🏛️ NYTimes Secures Access To ChatGPT Logs In Lawsuit Against OpenAI

Legal clash lets NY Times access ChatGPT internals, DeepSeek discount drags latency per SemiAnalysis, AI wrote 13 % 2024 biomed papers, Grok 4 scores leak, free Gemma 3n finetuning guide

Jul 04, 2025

Read time: 10 min

📚 Browse past editions here.

( I publish this newletter daily. Noise-free, actionable, applied-AI developments only).
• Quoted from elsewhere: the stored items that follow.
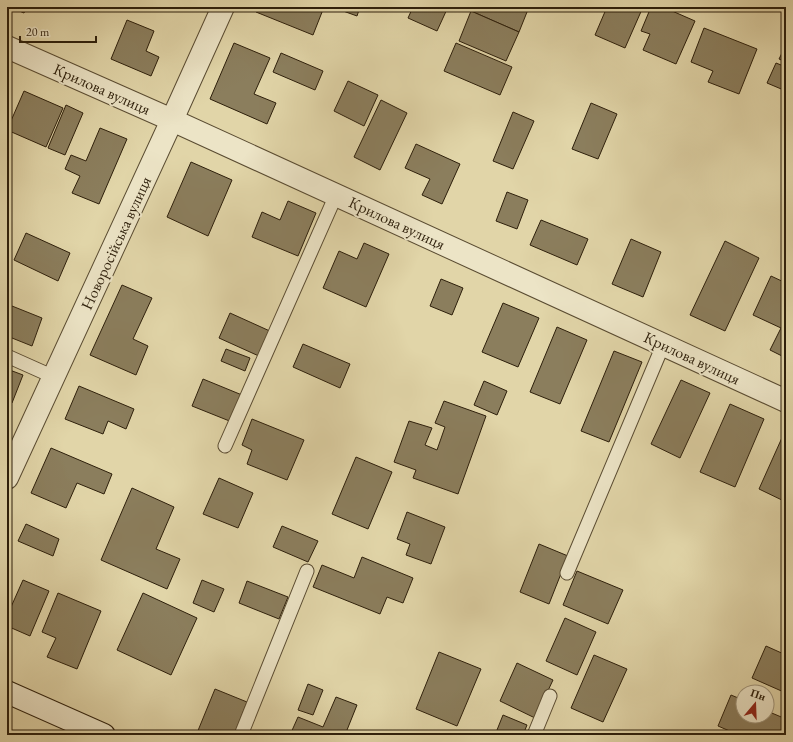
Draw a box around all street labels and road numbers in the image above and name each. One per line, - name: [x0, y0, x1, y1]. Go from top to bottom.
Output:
- street label: Крилова вулиця: [50, 58, 154, 120]
- street label: Новоросійська вулиця: [76, 173, 156, 313]
- street label: Крилова вулиця: [345, 192, 449, 254]
- street label: Крилова вулиця: [640, 327, 744, 389]

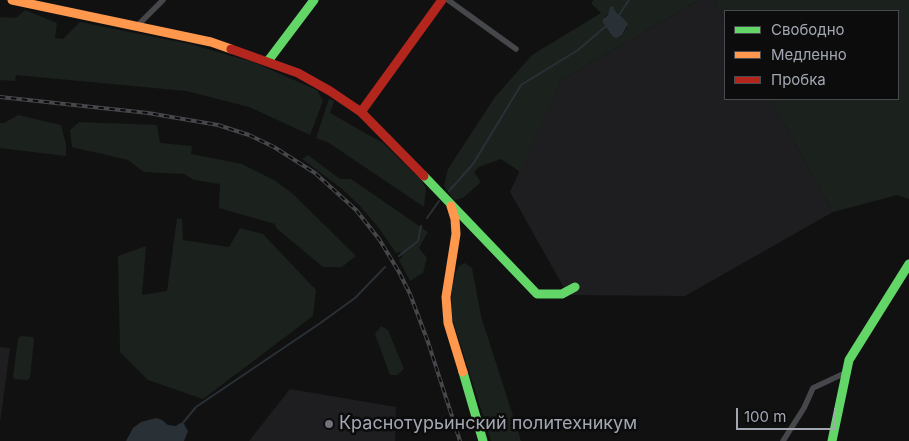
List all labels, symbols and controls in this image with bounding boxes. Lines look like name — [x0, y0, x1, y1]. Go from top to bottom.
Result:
legend — [724, 10, 899, 100]
text: Свободно — [771, 20, 845, 39]
text: Медленно — [771, 45, 847, 64]
text: Пробка — [771, 70, 826, 89]
scale bar — [739, 398, 839, 430]
text: 100 m — [744, 407, 786, 426]
place label: Краснотурьинский политехникум — [339, 413, 637, 435]
marker: Краснотурьинский политехникум — [323, 418, 335, 430]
⚡In today’s Edition (4-July-2025):

🏛️ NY Times wins right to see ChatGPT logs in legal fight with OpenAI
🏆 SemiAnalysis’s new report: Latency became the hidden price of DeepSeek’s discount

🗞️ Top of Github: jsoncrack

🗞️ Byte-Size Briefs:

New research rerpot finds 13% of Biomedical paper used AI for writing in 2024.
XAI’s Grok 4 benchmark chart’ leaked version was surfacing across X and Reddit.

🧑‍🎓 Tutorial: Fine-tune Gemma 3n for free with Unsloth

Connect with me on X (Twitter)

🏛️ NY Times wins right to see ChatGPT logs in legal fight with OpenAI

NY Times wins right to see ChatGPT logs in legal fight with OpenAI

NYT can even search deleted ChatGPT logs 🔍📂, exposing up to 2B private chats and testing OpenAI's privacy safeguards. Judge Sidney Stein rejected OpenAI’s plea to keep standard deletion policies.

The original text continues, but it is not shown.